I thought that the silicon of the 2080 vs the 2080Ti were different? https://en.wikipedia.org/wiki/GeForce_20_series They have differing transistor counts by the billions, as well as different sizes.
So it could be a TSMC issue with the production, or a design flaw with the GPU (seems less likely). If the issue affects all three RTX dies (TU102, TU104, TU106), then design flaw becomes much more probable. If it's a manufacturing issue, then it's just one more nail in Moore's Law's coffin, one more issue to be resolved before things move forward...

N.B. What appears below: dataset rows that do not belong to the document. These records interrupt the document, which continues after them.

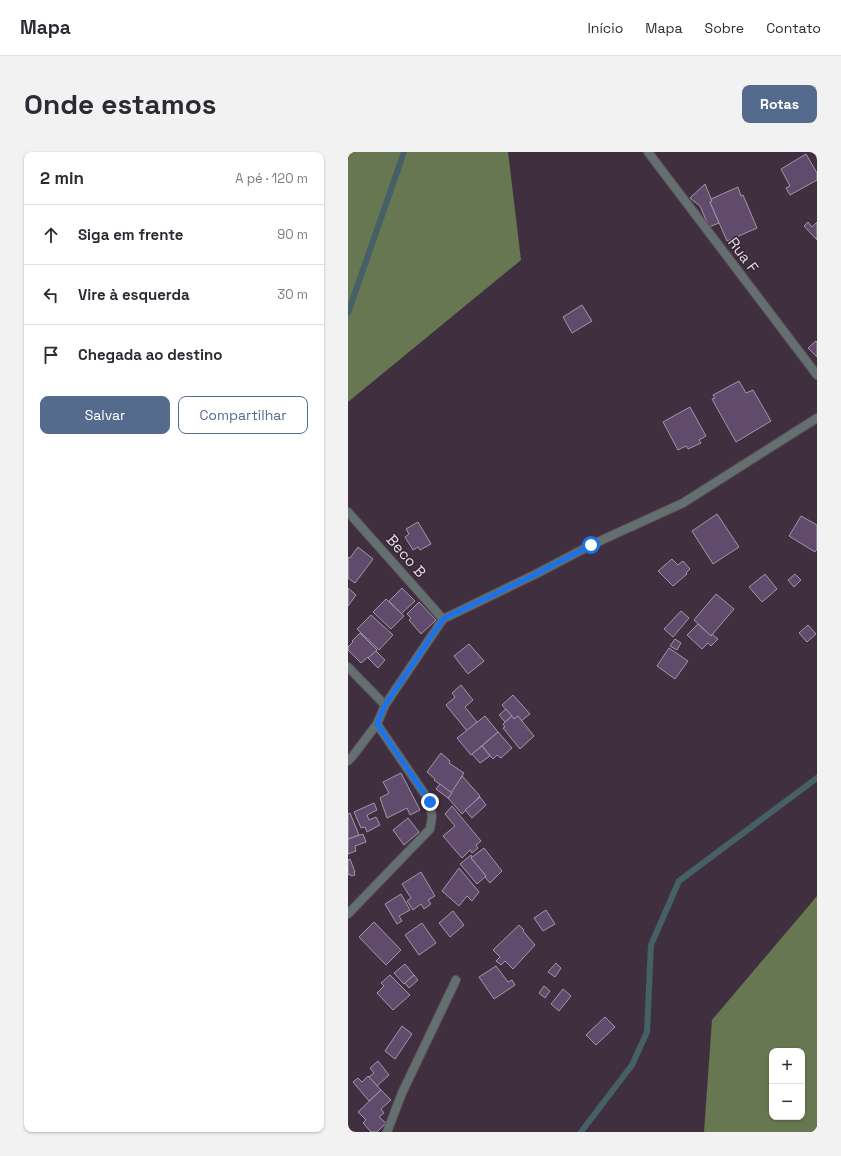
<!DOCTYPE html>
<html lang="pt">
<meta charset="utf-8">
<style>
body{margin:0;font-family:"Space Grotesk",sans-serif;background:#f2f2f3;color:#2b2b33}
.controls{position:absolute;right:12px;bottom:12px;display:grid;overflow:hidden;border-radius:8px;box-shadow:0 1px 3px #0004}
.controls button{width:36px;height:36px;display:grid;place-items:center;padding:0;border:0;border-bottom:1px solid #e1e1e2;background:#fff;color:#2b2b33;font:20px sans-serif}
.stop{position:absolute;width:12px;height:12px;margin:-9px;border:3px solid #1a73e8;border-radius:50%;background:#fff}
.stop.end{background:#1a73e8;border-color:#fff;box-shadow:0 1px 4px #0008}
.list{margin:0;padding:0;list-style:none}
h2{display:flex;justify-content:space-between;align-items:center;height:52px;margin:0;padding:0 16px;font-size:17px}
h2 small{font-size:13px;font-weight:400;color:#7c7c81}
.list li{display:grid;grid-template-columns:26px 1fr auto;gap:12px;align-items:center;box-sizing:border-box;height:60px;padding:0 16px;border-top:1px solid #e1e1e2}
.list b{display:block;font-size:15px;white-space:nowrap}
.list em{font-size:13px;font-style:normal;color:#7c7c81}
.actions{display:flex;gap:8px;padding:12px 16px}
.actions a{flex:1;padding:9px 0;border:1px solid #556b8d;border-radius:8px;text-align:center;font-size:14px;color:#556b8d}
.actions .main{background:#556b8d;color:#fff}
.icon{flex:none;width:22px;height:22px;fill:none;stroke:currentColor;stroke-width:2;stroke-linecap:round;stroke-linejoin:round}
.map{position:relative;flex:none;width:469px;height:980px;overflow:hidden;border-radius:8px}
header{display:flex;align-items:center;gap:24px;box-sizing:border-box;height:56px;padding:0 20px;background:#fff;border-bottom:1px solid #e1e1e2}
header strong{font-size:19px}
nav{display:flex;gap:22px;margin-inline-start:auto;font-size:14px}
.intro{display:flex;align-items:center;justify-content:space-between;box-sizing:border-box;height:96px;padding:0 24px}
h1{margin:0;font-size:28px}
.button{padding:10px 18px;border-radius:8px;background:#556b8d;color:#fff;font-size:14px;font-weight:700}
main{display:flex;gap:24px;padding:0 24px}
aside{flex:1;background:#fff;border-radius:8px;box-shadow:0 1px 3px #0004}
.map>svg:first-child{display:block}
</style>
<header>
<strong>Mapa</strong>
<nav><a>Início</a><a>Mapa</a><a>Sobre</a><a>Contato</a></nav>
</header>
<div class="intro"><h1>Onde estamos</h1><a class="button">Rotas</a></div>
<main>
<aside>
<h2>2 min<small>A pé · 120 m</small></h2>
<ul class="list">
<li><svg class="icon" aria-label="ahead" viewBox="0 0 24 24"><path d="M12 20V5M6 11l6-6 6 6"/></svg><div><b>Siga em frente</b></div><em>90 m</em></li>
<li><svg class="icon" aria-label="left" viewBox="0 0 24 24"><path d="M17 20v-9H6M10 6l-5 5 5 5"/></svg><div><b>Vire à esquerda</b></div><em>30 m</em></li>
<li><svg class="icon" aria-label="arrive" viewBox="0 0 24 24"><path d="M6 21V4h12l-3 4 3 4H6"/></svg><div><b>Chegada ao destino</b></div></li>
</ul>
<div class="actions"><a class="main">Salvar</a><a>Compartilhar</a></div>
</aside>
<div class="map">
<svg width="469" height="980" viewBox="0 0 469 980">
<rect width="100%" height="100%" fill="#40303f"/>
<g fill="#677751" fill-rule="evenodd">
<path d="M0,0H160L173,108L0,250Z"/>
<path d="M469,744V980H356L364,868ZM424,899H454V965H424Z"/>
</g>
<g fill="none" stroke-linecap="round" stroke-linejoin="round">
<g stroke="#456066" stroke-width="6">
<path d="M0,161L56,0"/>
<path d="M233,980L284,913L299,880L303,793L331,729L469,626"/>
</g>
</g>
<g fill="#614b6d" stroke="#a295a9">
<path d="M458,2L469,21V28L442,43L438,36L442,34L433,17Z"/>
<path d="M357,32L364,49L362,50L371,71L361,75L352,54L342,46Z"/>
<path d="M390,35L393,44L395,43L409,76L379,89L362,50L364,49L363,47Z"/>
<path d="M460,70L464,75L469,70V88L456,74Z"/>
<path d="M234,153L244,169L224,181L215,165Z"/>
<path d="M468,189L469,190V205L460,196Z"/>
<path d="M391,229L398,241L405,238L423,269L388,290L364,247L367,246L365,243Z"/>
<path d="M342,255L358,284L351,288L353,291L340,297L338,294L330,298L315,270Z"/>
<path d="M369,362L391,395L365,412L344,379Z"/>
<path d="M453,364L469,373V397L467,400L441,384Z"/>
<path d="M70,370L83,392L72,398L70,395L65,398L57,385L61,382L58,377Z"/>
<path d="M10,395L25,407L7,431L0,426V405L2,406Z"/>
<path d="M324,407L330,413L335,409L342,417L338,421L339,422L325,434L310,419Z"/>
<path d="M417,422L429,437L414,450L401,435Z"/>
<path d="M447,422L453,428L446,435L440,428Z"/>
<path d="M0,436L8,443L0,454Z"/>
<path d="M54,436L67,449L53,462L41,449Z"/>
<path d="M368,442L386,457L363,484L346,468Z"/>
<path d="M38,447L56,464L43,477L25,460Z"/>
<path d="M71,450L88,468L73,482L61,468L63,466L59,462Z"/>
<path d="M333,459L341,466L325,485L316,477Z"/>
<path d="M23,463L45,483L31,498L9,477Z"/>
<path d="M350,472L363,484L364,482L370,487L363,494L360,491L354,497L339,483Z"/>
<path d="M460,473L468,482L459,490L451,481Z"/>
<path d="M12,481L29,498L21,506L20,505L13,511L0,498V495L5,490L4,489Z"/>
<path d="M327,487L333,491L329,498L322,494Z"/>
<path d="M121,492L136,509L120,522L106,504Z"/>
<path d="M321,496L340,509L327,527L309,514Z"/>
<path d="M28,499L37,508L30,516L20,506Z"/>
<path d="M113,533L125,548L117,555L129,570L119,579L98,553L107,545L104,541Z"/>
<path d="M165,543L182,562L173,569L170,564L166,567L154,553Z"/>
<path d="M158,557L164,564L157,570L151,563Z"/>
<path d="M137,564L150,580L123,603L109,586Z"/>
<path d="M164,564L166,567L170,564L186,584L172,597L155,576L157,575L155,572Z"/>
<path d="M150,580L164,596L153,606L149,603L145,607L134,594Z"/>
<path d="M134,594L142,604L132,611L124,602Z"/>
<path d="M93,601L102,609L101,611L116,621L104,641L86,628L87,627L79,620Z"/>
<path d="M53,621L72,658L62,663L59,656L39,666L32,646L41,641L35,630Z"/>
<path d="M114,624L132,644L114,662L100,646Z"/>
<path d="M92,632L104,641L100,646L88,637Z"/>
<path d="M132,645L138,653L124,666L117,658Z"/>
<path d="M26,651L29,658L19,663L21,668L28,665L32,673L19,680L17,675L13,676L6,660Z"/>
<path d="M104,654L133,689L128,693L130,696L124,701L122,698L114,706L95,684L107,674L97,662Z"/>
<path d="M2,661L11,683L0,687V662Z"/>
<path d="M60,666L71,680L56,693L45,678Z"/>
<path d="M15,682L18,690L7,694L8,699L0,702V687Z"/>
<path d="M136,696L154,719L142,731L137,725L138,724L123,706Z"/>
<path d="M123,703L124,705L123,706L138,724L129,732L112,712Z"/>
<path d="M2,707L7,720H6L7,723L3,724L2,722L0,723V708Z"/>
<path d="M111,716L131,740L124,749L119,744L111,754L94,739Z"/>
<path d="M73,720L87,744L80,748L83,752L76,757L73,752L65,758L59,749L63,746L54,732Z"/>
<path d="M53,742L62,758L51,764L54,769L49,772L37,752Z"/>
<path d="M198,758L207,772L195,779L186,766Z"/>
<path d="M105,759L116,773L102,785L91,771Z"/>
<path d="M26,770L53,798L38,813L11,785Z"/>
<path d="M74,771L88,791L71,803L57,783Z"/>
<path d="M171,773L176,778L175,779L187,793L165,817L157,809L153,813L148,809L152,805L145,798Z"/>
<path d="M208,811L213,816L207,825L200,820Z"/>
<path d="M57,812L66,823L56,832L46,821Z"/>
<path d="M148,814L160,830L164,828L167,833L146,847L131,825Z"/>
<path d="M42,823L62,843L45,858L29,841L36,834L33,831Z"/>
<path d="M66,823L70,828L61,836L57,831Z"/>
<path d="M196,834L202,839L197,846L191,841Z"/>
<path d="M215,837L223,844L211,859L203,852Z"/>
<path d="M257,865L267,875L248,893L238,883Z"/>
<path d="M54,874L64,882L47,907L37,899Z"/>
<path d="M30,909L41,923L29,934L21,925L26,921L22,916Z"/>
<path d="M20,924L33,938L21,949L5,930L10,926L14,930Z"/>
<path d="M33,938L43,948L33,957L36,961L31,965L38,971L29,980H23L15,971L18,968L10,960Z"/>
</g>
<g fill="none" stroke-linecap="round" stroke-linejoin="round">
<g stroke="#5b4c5a" stroke-width="10">
<g id="service">
<path d="M300,0L469,223"/>
<path d="M0,360L95,467"/>
<path d="M0,515L37,553"/>
<path d="M0,762L82,677L84,665L82,650L29,572"/>
<path d="M39,980L54,941L108,828"/>
</g>
</g>
<g stroke="#5b4c5a" stroke-width="10">
<path id="minor" d="M0,609L4,605L29,572L37,553L95,467L188,422L243,393L335,351L469,266"/>
</g>
<use href="#service" stroke="#64706f" stroke-width="8"/>
<use href="#minor" stroke="#64706f" stroke-width="8"/>
</g>
<g fill="none" stroke-linecap="round" stroke-linejoin="round">
<path stroke="#1a73e8" stroke-width="5" d="M82,650L29,572L37,553L95,467L188,422L243,393"/>
</g>
<g text-anchor="middle" stroke-width="3" stroke-linejoin="round" paint-order="stroke">
<g font-size="15" fill="#e6dce5" stroke="#352634">
<text transform="translate(395 103) rotate(53)" y="5">Rua F</text>
<text transform="translate(58 404) rotate(49)" y="5">Beco B</text>
</g>
</g>
</svg>
<div class="controls">
<button>+</button>
<button>−</button>
</div>
<div class="stop" style="left:243px;top:393px"></div>
<div class="stop end" style="left:82px;top:650px"></div>
</div>
</main>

As far as nVidia not saying anything more than what they already have, they have to protect relationships with TSMC, et all. Plus, they don't want to scare away any sales. If 80% of the cards are good, and end up having a normal lifespan >3years, at least the customer/enthusiast isn't screwed over... I haven't heard that nVidia or any AIB's are not supporting their customers having these issues. Of course it sucks to have to deal with it, sucks to get multiple failed cards in a row, sucks to pay return shipping, and it sucks they were so expensive.
I'm just going to wait for the 7nm GPU's before I upgrade from my 1080Ti.
If nVidia came out and said "we are going to double the warranty on the 2080Ti cards", that would be well received by the community. Of course, if EVGA still has lifetime warranty, this is already in place at least for some... does anyone still do lifetime warranties? Maybe I am thinking of old BFG...
Still hoping that there is some kind of conclusion to the testing Kyle is doing, but if its the silicon, not sure that any amount of testing will reveal that, short of swapping the GPU out with a card that has been running for months with no issues. Expensive, and not very easy to do. I wonder if Louis Rossman could swap these giant ass GPU's...
Appreciate all the work you've put into this Kyle.